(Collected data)

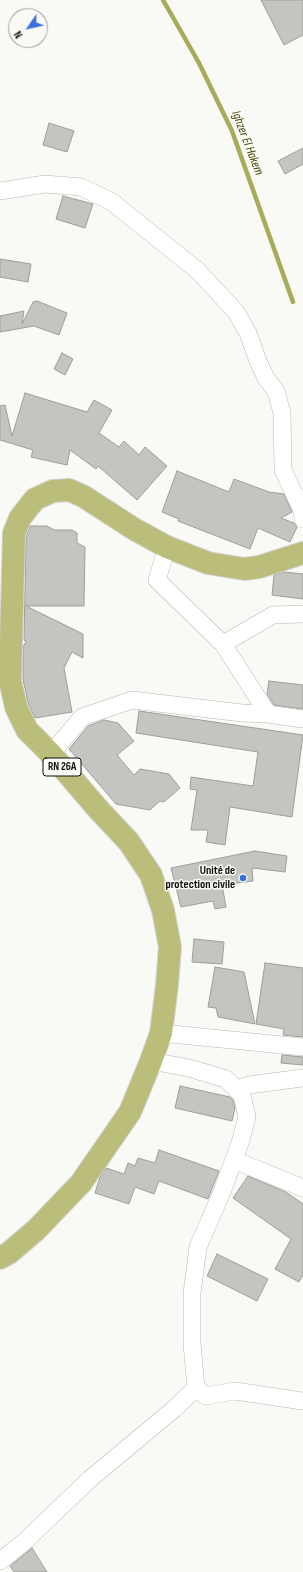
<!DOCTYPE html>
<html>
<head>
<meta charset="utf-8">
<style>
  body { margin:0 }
  #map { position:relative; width:303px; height:1572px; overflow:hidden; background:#f9f9f5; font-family:"Sofia Sans Condensed",sans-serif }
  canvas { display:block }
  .north { position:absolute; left:8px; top:8px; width:40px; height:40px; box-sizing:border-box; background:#f9f9f5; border:1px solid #9b9b98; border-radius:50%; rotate:236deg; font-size:11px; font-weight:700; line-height:16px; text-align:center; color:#0e0e0d }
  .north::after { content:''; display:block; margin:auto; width:14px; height:18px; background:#3770df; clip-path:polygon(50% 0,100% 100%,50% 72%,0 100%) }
</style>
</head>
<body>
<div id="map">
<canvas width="303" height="1572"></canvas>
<div class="north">N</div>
</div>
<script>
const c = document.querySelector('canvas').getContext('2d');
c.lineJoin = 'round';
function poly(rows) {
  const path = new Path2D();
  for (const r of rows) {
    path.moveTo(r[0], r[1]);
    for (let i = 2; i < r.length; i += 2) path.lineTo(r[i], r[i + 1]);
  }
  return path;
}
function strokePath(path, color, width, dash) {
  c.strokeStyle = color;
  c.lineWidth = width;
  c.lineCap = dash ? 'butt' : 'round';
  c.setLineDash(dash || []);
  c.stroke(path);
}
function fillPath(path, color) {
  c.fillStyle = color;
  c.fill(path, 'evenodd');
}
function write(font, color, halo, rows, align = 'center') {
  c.font = font + ' "Sofia Sans Condensed",sans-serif';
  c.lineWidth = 3;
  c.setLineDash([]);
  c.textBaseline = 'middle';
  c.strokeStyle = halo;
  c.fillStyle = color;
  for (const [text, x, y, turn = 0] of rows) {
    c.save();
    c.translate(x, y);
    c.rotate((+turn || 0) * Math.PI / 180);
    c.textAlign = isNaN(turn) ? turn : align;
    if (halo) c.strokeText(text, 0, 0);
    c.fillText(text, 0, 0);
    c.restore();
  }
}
strokePath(poly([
  [163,0,199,63,232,131,293,302]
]), '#a7ac59', 4.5);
const building = poly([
  [261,0,303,0,303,35,284,45,261,0],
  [49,123,74,131,67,152,43,145,49,123],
  [303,148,303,164,285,174,278,161,303,148],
  [63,196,93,204,85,228,56,219,63,196],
  [0,259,31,264,28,282,0,277,0,259],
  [37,301,67,313,59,335,34,326,0,332,0,316,24,311,22,324,33,302,37,301],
  [62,353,73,359,65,375,54,369,62,353],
  [25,393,87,412,94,400,112,410,99,433,119,447,124,441,139,455,145,447,167,466,137,500,98,466,96,469,70,450,67,465,31,457,33,450,0,440,0,406,5,405,12,436,25,393],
  [177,471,229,492,234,479,269,492,284,494,292,512,281,518,294,523,297,527,290,542,258,528,250,549,178,521,179,519,162,512,177,471],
  [30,526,47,526,54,530,72,530,77,533,77,543,85,547,84,606,26,606,83,634,83,658,72,652,64,668,72,712,35,718,28,703,23,679,23,647,26,641,24,640,26,536,30,526],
  [284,572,303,574,303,599,272,595,274,575,284,572],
  [269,681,303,685,303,709,274,705,267,694,269,681],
  [139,711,303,735,292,817,230,807,225,845,206,842,208,830,191,830,197,790,190,789,191,777,253,786,258,752,136,733,139,711],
  [104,720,118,723,134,741,117,755,134,775,140,769,169,774,180,788,164,802,160,801,150,810,116,804,69,749,88,726,104,720],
  [255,851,287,856,285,872,252,868,253,881,222,885,226,907,215,909,213,901,181,907,171,868,255,851],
  [194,939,224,942,222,964,192,962,194,939],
  [265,963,303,968,303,1037,283,1035,284,1029,256,1024,265,963],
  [215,967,244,972,255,1024,218,1017,216,1008,208,1007,215,967],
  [282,1055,303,1057,303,1065,281,1063,282,1055],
  [180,1086,230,1097,233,1100,235,1108,232,1121,175,1108,180,1086],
  [159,1150,219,1171,208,1199,159,1181,154,1194,135,1187,129,1204,95,1193,100,1177,106,1168,124,1174,128,1163,135,1166,138,1158,155,1163,159,1150],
  [248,1176,286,1192,303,1204,303,1275,299,1282,275,1269,291,1239,233,1198,248,1176],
  [217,1254,268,1279,257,1301,207,1276,217,1254],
  [32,1548,47,1572,14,1572,10,1566,32,1548]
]);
fillPath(building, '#c4c5c0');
strokePath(building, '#9d9e9a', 1);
const minor = poly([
  [0,191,45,184,81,187,112,202,197,270,236,312,248,333,258,361,266,378,276,391,282,413,283,470,302,510,303,519],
  [167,547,157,580,223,644,268,714],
  [223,644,273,615,303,614],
  [51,754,82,717,132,700,242,713,268,714,303,719],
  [161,1033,303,1047],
  [151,1061,189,1068,226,1079,242,1095,247,1117,241,1140,222,1192,198,1247,192,1293,192,1343,196,1388],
  [236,1089,249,1085,303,1078],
  [234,1160,303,1188],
  [0,1561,24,1542,90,1479,174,1409,196,1388,206,1396,235,1391,303,1401]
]);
const major = poly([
  [0,1258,9,1253,36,1230,81,1183,130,1112,151,1061,161,1033,167,985,170,947,163,910,151,875,129,842,98,809,51,754,27,730,16,707,10,680,14,533,20,518,35,499,53,491,69,490,83,496,134,529,167,547,208,563,244,569,259,567,303,553]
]);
strokePath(minor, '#b7b7b3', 18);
strokePath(major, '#d4d4d3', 24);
strokePath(minor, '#fff', 17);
strokePath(major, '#bbbe7a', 22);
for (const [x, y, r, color] of [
  [243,878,4,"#3770df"]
]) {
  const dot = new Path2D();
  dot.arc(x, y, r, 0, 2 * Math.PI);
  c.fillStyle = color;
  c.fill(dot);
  strokePath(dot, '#f9f9f5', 1.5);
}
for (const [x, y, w] of [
  [62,767,38]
]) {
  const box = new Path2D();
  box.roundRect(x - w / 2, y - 9, w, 18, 3);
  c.fillStyle = '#f9f9f5';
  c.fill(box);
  strokePath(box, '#0e0e0d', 1);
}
write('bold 11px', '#0e0e0d', null, [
  ["RN 26A",62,767]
]);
write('bold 12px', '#0e0e0d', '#f9f9f5', [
  ["Unité de",235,871],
  ["protection civile",235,885]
], 'right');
write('italic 13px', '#474a08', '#f9f9f5', [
  ["Ighzer El Hakem",247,143,69]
]);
</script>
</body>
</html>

• TASK ITEM: With the line containing "for (const [x, y, r, color]" as the first and the final line of the records as the last, copy that span exactly and nothing more.

• SOLUTION TO THIS PROBLEM:
for (const [x, y, r, color] of [
  [243,878,4,"#3770df"]
]) {
  const dot = new Path2D();
  dot.arc(x, y, r, 0, 2 * Math.PI);
  c.fillStyle = color;
  c.fill(dot);
  strokePath(dot, '#f9f9f5', 1.5);
}
for (const [x, y, w] of [
  [62,767,38]
]) {
  const box = new Path2D();
  box.roundRect(x - w / 2, y - 9, w, 18, 3);
  c.fillStyle = '#f9f9f5';
  c.fill(box);
  strokePath(box, '#0e0e0d', 1);
}
write('bold 11px', '#0e0e0d', null, [
  ["RN 26A",62,767]
]);
write('bold 12px', '#0e0e0d', '#f9f9f5', [
  ["Unité de",235,871],
  ["protection civile",235,885]
], 'right');
write('italic 13px', '#474a08', '#f9f9f5', [
  ["Ighzer El Hakem",247,143,69]
]);
</script>
</body>
</html>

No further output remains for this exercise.